Before bumping the pin to eval-toolkit==0.47.0:

  • Replace from eval_toolkit import pr_auc (and friends) with scorecard(...) OR from eval_toolkit.metrics import .

  • Replace from eval_toolkit.adversarial import sweep with from eval_toolkit import sweep + pass TextTransform strategies.

  • Replace from eval_toolkit.preprocessing import sweep with the top-level sweep().

  • Replace character_injection.<name>(text) / spotlighting.<name>(text) namespace shortcuts with the concrete class or functional API.

  • Replace CharacterInjectionStrategy references with TextTransform.

  • If you call adversarial.sweep(texts, scorer) and rely on the asr column, add attack_threshold=<float> explicitly.

  • Run your test suite against the new pin; the v0.46→v0.47 transition surfaces every removed-symbol callsite as an AttributeError or ImportError at module-load time.

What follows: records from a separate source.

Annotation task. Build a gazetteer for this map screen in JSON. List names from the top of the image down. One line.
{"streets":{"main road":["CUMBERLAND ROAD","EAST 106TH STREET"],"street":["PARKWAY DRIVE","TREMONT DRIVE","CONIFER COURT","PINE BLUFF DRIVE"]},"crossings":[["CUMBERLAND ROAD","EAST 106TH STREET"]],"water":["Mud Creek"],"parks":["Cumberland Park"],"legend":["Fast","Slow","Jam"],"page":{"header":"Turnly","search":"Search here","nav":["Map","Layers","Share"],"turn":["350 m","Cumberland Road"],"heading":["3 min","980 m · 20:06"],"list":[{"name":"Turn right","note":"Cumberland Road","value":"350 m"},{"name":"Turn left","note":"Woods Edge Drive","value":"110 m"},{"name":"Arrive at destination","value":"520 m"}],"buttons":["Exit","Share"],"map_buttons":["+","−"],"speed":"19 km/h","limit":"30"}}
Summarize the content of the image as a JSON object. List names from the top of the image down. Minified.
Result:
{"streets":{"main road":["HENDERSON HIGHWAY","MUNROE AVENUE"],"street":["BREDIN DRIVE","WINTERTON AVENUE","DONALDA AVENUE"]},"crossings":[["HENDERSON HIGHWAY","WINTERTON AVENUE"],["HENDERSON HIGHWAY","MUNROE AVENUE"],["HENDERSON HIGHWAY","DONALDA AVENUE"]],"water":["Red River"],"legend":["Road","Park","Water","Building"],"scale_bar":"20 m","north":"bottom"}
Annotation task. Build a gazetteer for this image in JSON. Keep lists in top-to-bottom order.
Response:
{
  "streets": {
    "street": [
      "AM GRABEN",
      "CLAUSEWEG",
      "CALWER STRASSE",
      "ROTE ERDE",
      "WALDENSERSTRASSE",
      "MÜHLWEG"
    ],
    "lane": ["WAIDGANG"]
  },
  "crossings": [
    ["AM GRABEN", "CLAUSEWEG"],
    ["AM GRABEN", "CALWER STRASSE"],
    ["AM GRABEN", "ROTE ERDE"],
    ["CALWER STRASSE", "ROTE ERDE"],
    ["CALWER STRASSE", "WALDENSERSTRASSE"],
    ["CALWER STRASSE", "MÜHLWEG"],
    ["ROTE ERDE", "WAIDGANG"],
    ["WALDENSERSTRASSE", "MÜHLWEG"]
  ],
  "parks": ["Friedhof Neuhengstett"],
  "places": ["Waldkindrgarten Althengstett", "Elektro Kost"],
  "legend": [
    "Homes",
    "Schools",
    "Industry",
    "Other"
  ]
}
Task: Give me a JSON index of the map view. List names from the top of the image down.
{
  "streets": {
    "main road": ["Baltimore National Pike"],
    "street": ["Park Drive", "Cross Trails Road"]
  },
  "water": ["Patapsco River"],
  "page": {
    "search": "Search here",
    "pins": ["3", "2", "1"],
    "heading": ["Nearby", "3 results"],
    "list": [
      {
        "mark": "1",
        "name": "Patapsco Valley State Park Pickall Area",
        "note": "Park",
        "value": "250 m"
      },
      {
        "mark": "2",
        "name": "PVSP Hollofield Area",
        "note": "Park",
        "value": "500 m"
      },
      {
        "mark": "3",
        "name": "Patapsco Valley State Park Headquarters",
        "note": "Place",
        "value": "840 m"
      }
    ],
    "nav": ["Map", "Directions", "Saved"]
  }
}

What’s next (v0.48 polish; v1.0 stability)#

The remaining v1.0-prep work is collected in v0.48 and v1.0 per the plan:

  • v0.48metrics_at_threshold key normalization, BootstrapCI.to_dict() rewrite, lazy-extras message audit, docstring example sweep, ADRs 0001 + 0003 finalized, Round 5/Round 7 packet-drift fixes.

  • v1.0 — stability commitment; no new code; final ADR pass; all 4 gates closed.

See ~/.claude/plans/evaluate-all-the-work-twinkly-kite.md for the master plan.